RE: more rsg/cap queries



>Original Poster: Robin Copini <rcopini-at-merlin-dot-net.au> 
>
> what happens if, while the cap is charging on the down side of the
>incoming AC waveform,(or the upside of the reverse) - and does not
>discharge due to insufficient voltage across the presented gap - it is
>presented with the now 'reversed' polarity of the AC waveform after
>having gone through it's zero point? I mean, all stupid questions
>allowed of course, it is seems to me that for at least a very short time
>the cap and transformer are presenting opposing polarities. Is this
>right? if it is what happens during this time?
>
>Regards
>
> Robin Copini,
> Adelaide - South Australia.

Your question is one that had me wondering and concerned before I fully
(hah!) understood this stuff.  I too feared that if the cap voltage was
less than the gap discharge voltage as it started going toward zero, that
that partial charge on the cap was wasted energy.  Not so!
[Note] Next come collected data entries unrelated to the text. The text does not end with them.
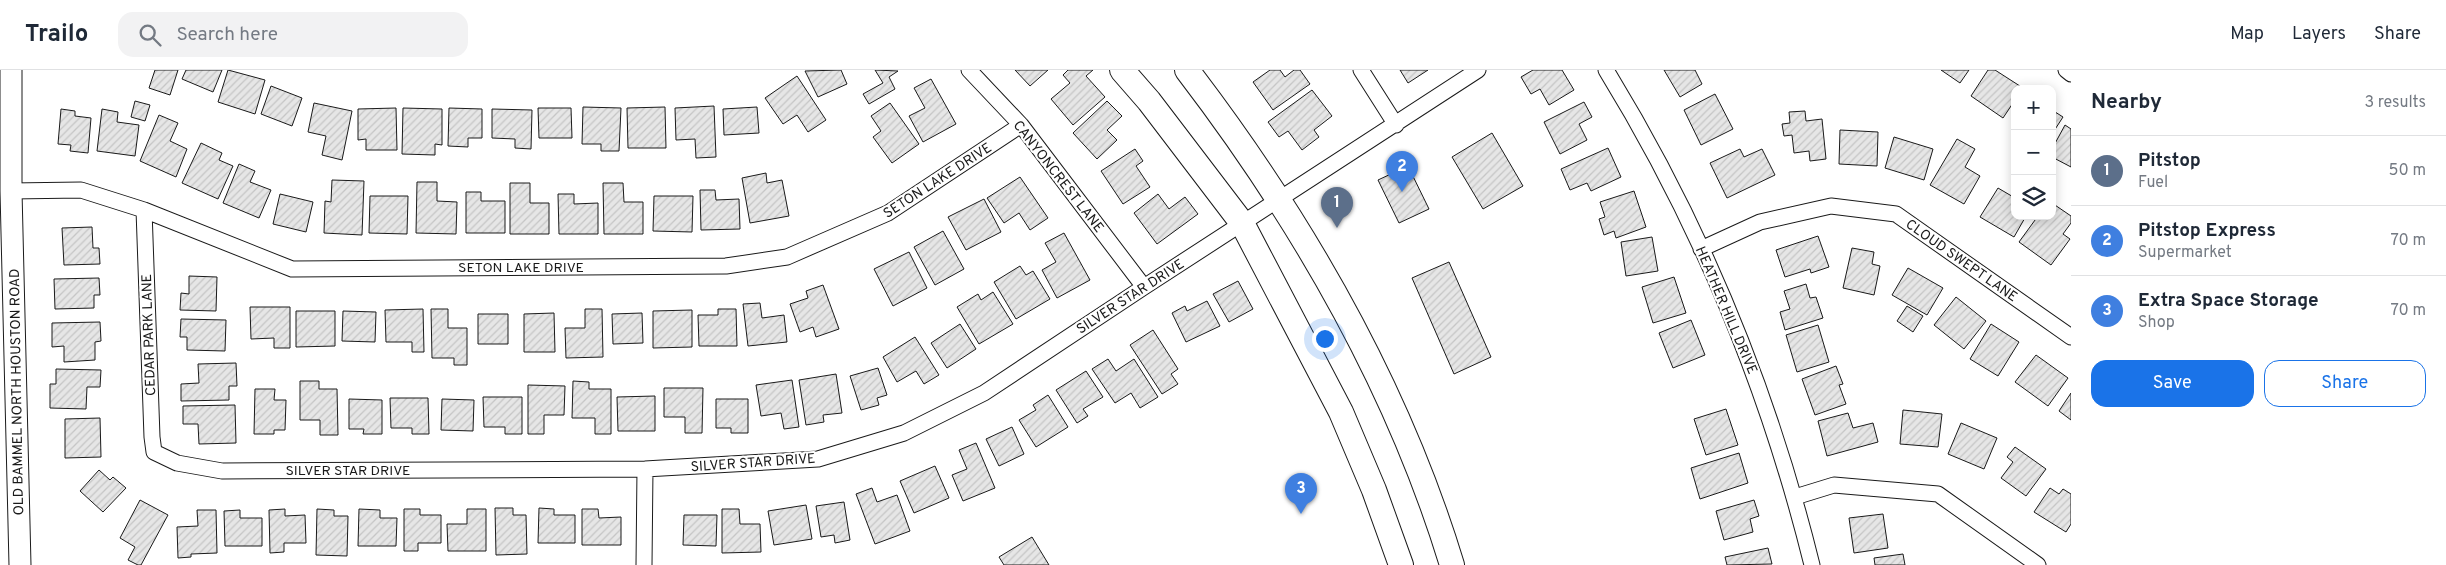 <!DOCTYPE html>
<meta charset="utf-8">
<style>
:root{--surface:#fff;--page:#f2f2f3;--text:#1f2937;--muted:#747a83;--line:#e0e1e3;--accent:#1a73e8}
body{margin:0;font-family:Overpass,sans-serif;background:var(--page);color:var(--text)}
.controls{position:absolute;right:15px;top:15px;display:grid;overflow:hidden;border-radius:10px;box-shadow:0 2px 12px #0003}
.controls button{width:45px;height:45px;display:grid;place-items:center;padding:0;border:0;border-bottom:1px solid var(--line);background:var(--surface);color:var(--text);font:25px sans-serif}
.you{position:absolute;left:1324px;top:268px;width:18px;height:18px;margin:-12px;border:4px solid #fff;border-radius:50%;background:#1a73e8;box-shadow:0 0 0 8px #1a73e833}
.badge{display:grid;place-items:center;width:32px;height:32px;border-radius:50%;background:var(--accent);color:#fff;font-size:16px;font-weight:700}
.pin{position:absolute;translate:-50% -41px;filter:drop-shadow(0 1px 2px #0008)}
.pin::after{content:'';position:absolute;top:26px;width:18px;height:15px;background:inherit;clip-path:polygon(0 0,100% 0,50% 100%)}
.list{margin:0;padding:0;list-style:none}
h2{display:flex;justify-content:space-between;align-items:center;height:65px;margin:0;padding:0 20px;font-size:21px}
h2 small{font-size:16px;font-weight:400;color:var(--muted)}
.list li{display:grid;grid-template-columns:32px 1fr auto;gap:15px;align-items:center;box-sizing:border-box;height:70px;padding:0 20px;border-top:1px solid var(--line)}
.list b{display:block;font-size:19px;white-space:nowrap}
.list p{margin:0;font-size:16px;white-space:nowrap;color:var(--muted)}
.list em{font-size:16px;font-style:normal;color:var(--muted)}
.actions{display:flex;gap:10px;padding:15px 20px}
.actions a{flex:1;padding:11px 0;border:1px solid var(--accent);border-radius:15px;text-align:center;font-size:18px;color:var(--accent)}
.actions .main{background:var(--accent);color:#fff}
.icon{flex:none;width:28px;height:28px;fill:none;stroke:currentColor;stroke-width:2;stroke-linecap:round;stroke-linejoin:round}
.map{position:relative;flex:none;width:2071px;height:495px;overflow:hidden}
header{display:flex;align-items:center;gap:30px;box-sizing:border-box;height:70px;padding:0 25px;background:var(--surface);border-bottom:1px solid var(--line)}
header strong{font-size:24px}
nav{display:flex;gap:28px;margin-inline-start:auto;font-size:18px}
.search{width:350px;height:45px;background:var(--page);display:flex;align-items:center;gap:12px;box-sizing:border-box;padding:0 18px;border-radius:15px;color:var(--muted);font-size:19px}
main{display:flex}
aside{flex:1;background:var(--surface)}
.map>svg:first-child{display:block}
</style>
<header>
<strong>Trailo</strong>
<div class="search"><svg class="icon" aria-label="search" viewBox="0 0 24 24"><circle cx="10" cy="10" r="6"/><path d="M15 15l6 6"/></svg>Search here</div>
<nav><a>Map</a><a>Layers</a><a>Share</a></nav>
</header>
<main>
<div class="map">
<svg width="2071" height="495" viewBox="0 0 2071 495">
<defs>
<pattern id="building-hatch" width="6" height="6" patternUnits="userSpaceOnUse" patternTransform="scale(1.25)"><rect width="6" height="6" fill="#e6e6e6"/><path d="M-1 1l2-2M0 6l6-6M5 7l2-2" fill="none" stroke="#c5c5c5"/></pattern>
</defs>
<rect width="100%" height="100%" fill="#fff"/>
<path fill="url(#building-hatch)" stroke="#1a1a1a" d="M155 0H178L170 25 149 18Z
M186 0H222L213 22 182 9Z
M228 0 265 10 255 44 218 32Z
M841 0 847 14 818 27 805 1Z
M875 0 898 1 889 7 895 19 869 34 863 24 883 13Z
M1015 0H1048L1030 16Z
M1068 0H1093L1086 6 1105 27 1073 55 1051 29 1070 13 1063 5Z
M1270 0H1280L1285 7 1294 0H1300L1310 14 1273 40 1253 12Z
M1400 0H1428L1408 13Z
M1533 0H1562L1574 20 1549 35 1540 19 1531 24 1521 7Z
M1664 0H1695L1702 14 1680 27Z
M1941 0H1969L1960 13Z
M1988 0H1995L2023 18 2015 19V30L2003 48 1971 26Z
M797 6 826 50 808 62 797 45 783 54 765 28Z
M931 9 956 54 923 72 909 46 925 38 914 18Z
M271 16 302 28 292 56 261 44Z
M1312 20 1332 46 1314 60 1319 67 1302 80 1288 61 1279 67 1268 52Z
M1715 24 1733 59 1701 75 1684 40Z
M135 31 150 35 145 51 131 47Z
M1107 31 1122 46 1107 60 1117 70 1097 89 1073 63Z
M1584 32 1592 47 1579 54 1587 70 1560 84 1544 52Z
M314 33 352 41 342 90 322 85 326 66 308 62Z
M890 33 919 74 892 93 873 67 881 61 871 46Z
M714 36 716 87 696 88 695 69 676 70 675 38Z
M583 37 621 38 619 81H601V74H582Z
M665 37 666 78H628L627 38Z
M757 37 759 63 724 65 723 39Z
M396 38 397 80H366V69L358 70V39Z
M403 38 442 39V75L435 74V85L402 84Z
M449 38 482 39V68H468V77L448 76Z
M538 38H571L572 68H539Z
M61 39 75 41V46L91 48 88 83 70 81 71 75 58 74Z
M102 39 118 42 117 52 139 55 135 86 97 81Z
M492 39 532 40 531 79 515 78V69L492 68Z
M2052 40 2063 47 2052 64Z
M1805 41 1806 51 1822 49 1826 89 1810 91 1809 81 1794 83 1792 65 1784 66 1782 54 1790 53 1789 42Z
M159 45 178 53 170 71 187 79 176 107 140 91Z
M2065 55 2071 59V97L2052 87V79Z
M1840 60 1878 62 1877 96 1839 94Z
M1492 63 1523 116 1483 139 1452 87Z
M1894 67 1933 79 1924 110 1885 98Z
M1957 69 1975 79 1965 97 1980 106 1964 134 1930 115Z
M201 73 222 83 219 90 233 96 218 129 182 113Z
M1608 78 1621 107 1591 121 1587 113 1570 120 1561 99Z
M1135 79 1143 91 1136 96 1150 117 1123 134 1101 101Z
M1740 79 1744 87 1762 79 1775 105 1727 128 1710 93Z
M239 94 255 101 250 112 271 120 259 148 223 133Z
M1408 96 1429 139 1399 153 1378 110Z
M766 103 767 113 782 110 789 146 750 153 742 108Z
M1020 107 1048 148 1030 160 1019 143 1004 153 987 128Z
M332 110 364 111 362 165 324 163 325 131 331 132Z
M417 112H437V131L457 132 456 164 416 163Z
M510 113H530V133H549V164H510Z
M603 113H623L624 132H643V164H604Z
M1998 118 2015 128V146H2026L2014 167 1980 147Z
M700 120H715L716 130 739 129 740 159 701 160Z
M1634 121 1646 157 1616 168 1614 161 1604 165 1599 149 1605 147 1600 132Z
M466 122H481V131H505V163H466Z
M280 124 313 132 306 162 273 154Z
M558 124H574V134L598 133V164H559Z
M1158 124 1169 139 1185 127 1198 144 1157 174 1134 143Z
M370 126H408L407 164 369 163Z
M654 126H693L692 162 653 161Z
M984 129 1001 162 966 180 948 147Z
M2052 133 2071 146V153L2063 164 2070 169 2051 195 2019 172 2038 146H2052Z
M92 157 93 178H99L100 194 64 195 62 158Z
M943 161 964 199 935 215 914 177Z
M1064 163 1090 210 1057 228 1042 200 1056 192 1045 173Z
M1818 166 1829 197 1811 203 1810 199 1785 207 1776 180Z
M1652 167 1658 201 1626 206 1621 172Z
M1852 178 1874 182 1872 194 1880 196 1874 225 1843 218Z
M909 182 927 218 893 236 874 199Z
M1449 192 1491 287 1454 304 1412 208Z
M1020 196 1026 205 1033 201 1050 229 1016 249 994 212Z
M1908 198 1943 218 1927 245 1892 225Z
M189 206 217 207 216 241 180 240 181 223 189 224Z
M1674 207 1686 243 1653 253 1642 217Z
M99 208 100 225H94V238L55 239 54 209Z
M1238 211 1253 239 1229 252 1213 224Z
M1806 214 1810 228 1816 227 1823 248 1785 260 1780 242 1790 239 1784 221Z
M823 215 839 259 816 267 813 257 800 262 790 234 808 228 806 221Z
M993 222 1013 254 979 274 957 237 978 224 981 230Z
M1956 227 1986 251 1964 279 1934 255Z
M1207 231 1220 256 1186 272 1172 243 1185 236 1187 241Z
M760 233 762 248 784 245 787 272 748 276 743 234Z
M1907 236 1923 246 1913 262 1897 251Z
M250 237H290V278H274V268L251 269Z
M423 239 424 282H412V272H386L385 240Z
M431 239H448V258H467V295H454V288H432Z
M585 239H602L603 287 566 288 565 258H585Z
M718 239H736L737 276H699L698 245H718Z
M692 240V277L653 278V241Z
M296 241H335V276L296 277Z
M343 241 376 242 375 272 342 271Z
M554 243 555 282H524V244Z
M642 243 643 273 613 274 612 244Z
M478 244H508V274H478Z
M181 249 226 250 225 281 187 280V267H180Z
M1691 250 1705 285 1673 298 1659 263Z
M100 252 101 271 95 272V290L64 292V276L52 277V253Z
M960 254 976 279 947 298 931 273Z
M1991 254 2019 272 1998 306 1970 289Z
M1818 255 1829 292 1797 302 1786 265Z
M1153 260 1178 299 1171 304 1178 314 1162 324 1130 275Z
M915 267 939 305 924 314 916 301 897 312 883 287Z
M2036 285 2068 308 2048 336 2015 312Z
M1108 289 1116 301 1134 289 1158 327 1140 338 1131 323 1115 333 1092 299Z
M236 293 237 316H229V330L181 331V314L199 313 198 294Z
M1836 296 1843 314 1839 315 1846 334 1815 345 1802 309Z
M878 298 887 325 877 328 879 335 861 340 850 306Z
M56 299 101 300 100 317H87L86 339 50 338V314H56Z
M1086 301 1103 327 1083 339 1088 346 1077 353 1056 320Z
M836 304 842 343 823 345 824 352 806 355 799 310Z
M792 310 799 357 784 359 781 343 761 346 756 315Z
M300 311H319V319H337L338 365H320V350H300Z
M573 311 589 312V319H611V364H595V348H572Z
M528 315 565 316 564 345H544V364H528Z
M664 318H703L702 363H685V347H664Z
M255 319H275L274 330H286L285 360H274V364H254Z
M2071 323V350L2059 341Z
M1048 325 1068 357 1036 377 1019 350 1036 340 1033 335Z
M655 326V361H618L617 327Z
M483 327H522V364H505V357H484Z
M390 328H428L429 364H412V358H391Z
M349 329 382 330V364H363L364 359H349Z
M442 329 474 330 473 361 441 360Z
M716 329H748V363H731V358H716Z
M235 335 236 373 199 374 198 354H183V336Z
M1726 339 1738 375 1706 385 1694 349Z
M1903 340 1942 344 1938 377 1900 374Z
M1848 343 1853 358 1873 353 1878 372 1827 386 1818 351Z
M100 348 101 387 65 388V349Z
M1961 353 1997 368 1984 399 1948 384Z
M1012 357 1024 384 999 396 986 369Z
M976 373 995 418 963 431 952 405 967 399 959 380Z
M2015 377 2046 399 2026 426 2001 408 2013 392 2007 387Z
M1739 383 1748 413 1700 429 1691 398Z
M935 396 949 428 914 443 900 411Z
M99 400 110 410 113 407 126 418 103 442 80 421Z
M872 418 877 432 897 425 910 461 875 474 856 424Z
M2050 418 2059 424 2063 419 2071 424V454L2066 462 2034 442Z
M140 430 168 445 141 495H138L128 490 135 477 120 468Z
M1754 430 1759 446 1750 449 1753 462 1724 470 1716 441Z
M844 432 850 470 835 473 834 465 821 467 816 436Z
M806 435 812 469 774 475 768 441Z
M495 438H513V445H526L527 484 496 485Z
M539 438 554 439V445H575V473H538Z
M285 439V446L305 445 306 473H284V482L270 483 269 440Z
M317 439 334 440V446H348L347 486 316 485Z
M359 439 380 440V448H397L396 476H358Z
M404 439H420V445H441V473H418V481H404Z
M467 439H486V481H448L447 454H467Z
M582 439H598L599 448 621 447V475H582Z
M722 439H739L740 454H760L761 482 722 483Z
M197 440H216L217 483 191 484V487L178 488 177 457 198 456Z
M240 440V448H262V476H225L224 441Z
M1883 444 1888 478 1854 483 1849 448Z
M684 445H717L716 476 683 475Z
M1032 467 1049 495H1004L999 487Z
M1768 478 1772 494 1727 495 1725 487Z
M1903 484 1905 495H1875L1874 488Z"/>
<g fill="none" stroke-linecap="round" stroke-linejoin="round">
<defs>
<path id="street" d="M969 0 1021 55 1144 217
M1361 0 1396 55
M1606 0C1700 153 1769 321 1812 495
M2066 0 2071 4
M11 121 81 120 144 140 292 199 726 196 787 187 888 143 1021 55
M144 140 152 367 154 382 177 393 222 401 645 399 818 389 904 363 984 323 1144 217 1478 0
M1701 179 1760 152 1831 136 1896 144 2071 267
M1795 427 1834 415 1938 424 2038 495
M644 495 645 399"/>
<path id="secondary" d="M11 0V121L20 495"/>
<path id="primary" d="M1122 0 1149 31 1242 153 1341 342 1374 420 1401 495
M1187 0C1301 149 1397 314 1452 495"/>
</defs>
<use href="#street" stroke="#1a1a1a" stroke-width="17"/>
<use href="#secondary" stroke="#1a1a1a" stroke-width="23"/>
<use href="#primary" stroke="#1a1a1a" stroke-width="26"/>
<use href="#street" stroke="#fff" stroke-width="15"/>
<use href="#secondary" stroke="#fff" stroke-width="21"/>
<use href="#primary" stroke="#fff" stroke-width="24"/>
</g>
<g text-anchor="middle" stroke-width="4" stroke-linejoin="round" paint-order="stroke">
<g font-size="14" fill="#1a1a1a" stroke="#fff">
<text transform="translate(1059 106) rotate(52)" y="5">CANYONCREST LANE</text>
<text transform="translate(937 110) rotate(-33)" y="5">SETON LAKE DRIVE</text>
<text transform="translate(1962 190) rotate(35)" y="5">CLOUD SWEPT LANE</text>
<text x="521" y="202">SETON LAKE DRIVE</text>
<text transform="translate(1130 226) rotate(-33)" y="5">SILVER STAR DRIVE</text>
<text transform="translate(1727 240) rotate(67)" y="5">HEATHER HILL DRIVE</text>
<text transform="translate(148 265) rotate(-92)" y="5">CEDAR PARK LANE</text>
<text transform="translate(16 322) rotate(-91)" y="5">OLD BAMMEL NORTH HOUSTON ROAD</text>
<text transform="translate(753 392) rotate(-4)" y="5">SILVER STAR DRIVE</text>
<text x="348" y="405">SILVER STAR DRIVE</text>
</g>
</g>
</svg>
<div class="controls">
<button>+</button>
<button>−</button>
<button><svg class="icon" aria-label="layers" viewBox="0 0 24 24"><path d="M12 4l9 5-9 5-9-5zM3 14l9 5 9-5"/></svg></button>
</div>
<div class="you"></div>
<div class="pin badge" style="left:1337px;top:158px;background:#5c6f8a">1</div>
<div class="pin badge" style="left:1402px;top:122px;background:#3f7fe0">2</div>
<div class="pin badge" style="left:1301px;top:444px;background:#3f7fe0">3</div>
</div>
<aside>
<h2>Nearby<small>3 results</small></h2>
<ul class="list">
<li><span class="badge" style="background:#5c6f8a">1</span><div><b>Pitstop</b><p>Fuel</p></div><em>50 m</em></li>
<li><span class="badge" style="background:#3f7fe0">2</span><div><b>Pitstop Express</b><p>Supermarket</p></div><em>70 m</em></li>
<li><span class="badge" style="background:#3f7fe0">3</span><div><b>Extra Space Storage</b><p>Shop</p></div><em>70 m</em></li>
</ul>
<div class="actions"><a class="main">Save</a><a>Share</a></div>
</aside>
</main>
Think of the analogy of pushing someone on a swing, the amplitude of the
swing representing the voltage on the cap.  Ideally one would be pushing
the swing UPWARD away from it's midpoint (zero volts) and hoping to
discharge it at it's peak amplitude.  But in the event that the "gap
discharge" amplitude is not met, that partial amplitude is not wasted.
Instead, you (or the transformer) would continue to push it, now
DOWNWARD, through zero, and continue pushing, all the time adding more
energy to the swing.

The DOWNWARD push represents the transformer working to reverse the
charge polarity on the cap.  True, it is opposite in polarity to the
open-circuit voltage that the transformer wants to output, but to the
transformer, it's just pushing current - it doesn't matter what it's
terminal voltage is.

It might be helpful to see some of the simulation waveforms I've posted
on my web site: http://people.ne.mediaone-dot-net/lau/tesla/tesla.htm (What
capacitor size is best?)  It shows the cap voltage using a static spark
gap, and there numerous instances where the charging peak doesn't hit the
discharge voltage, so it swings downward all that much harder.

Regards, Gary Lau
Waltham, MA USA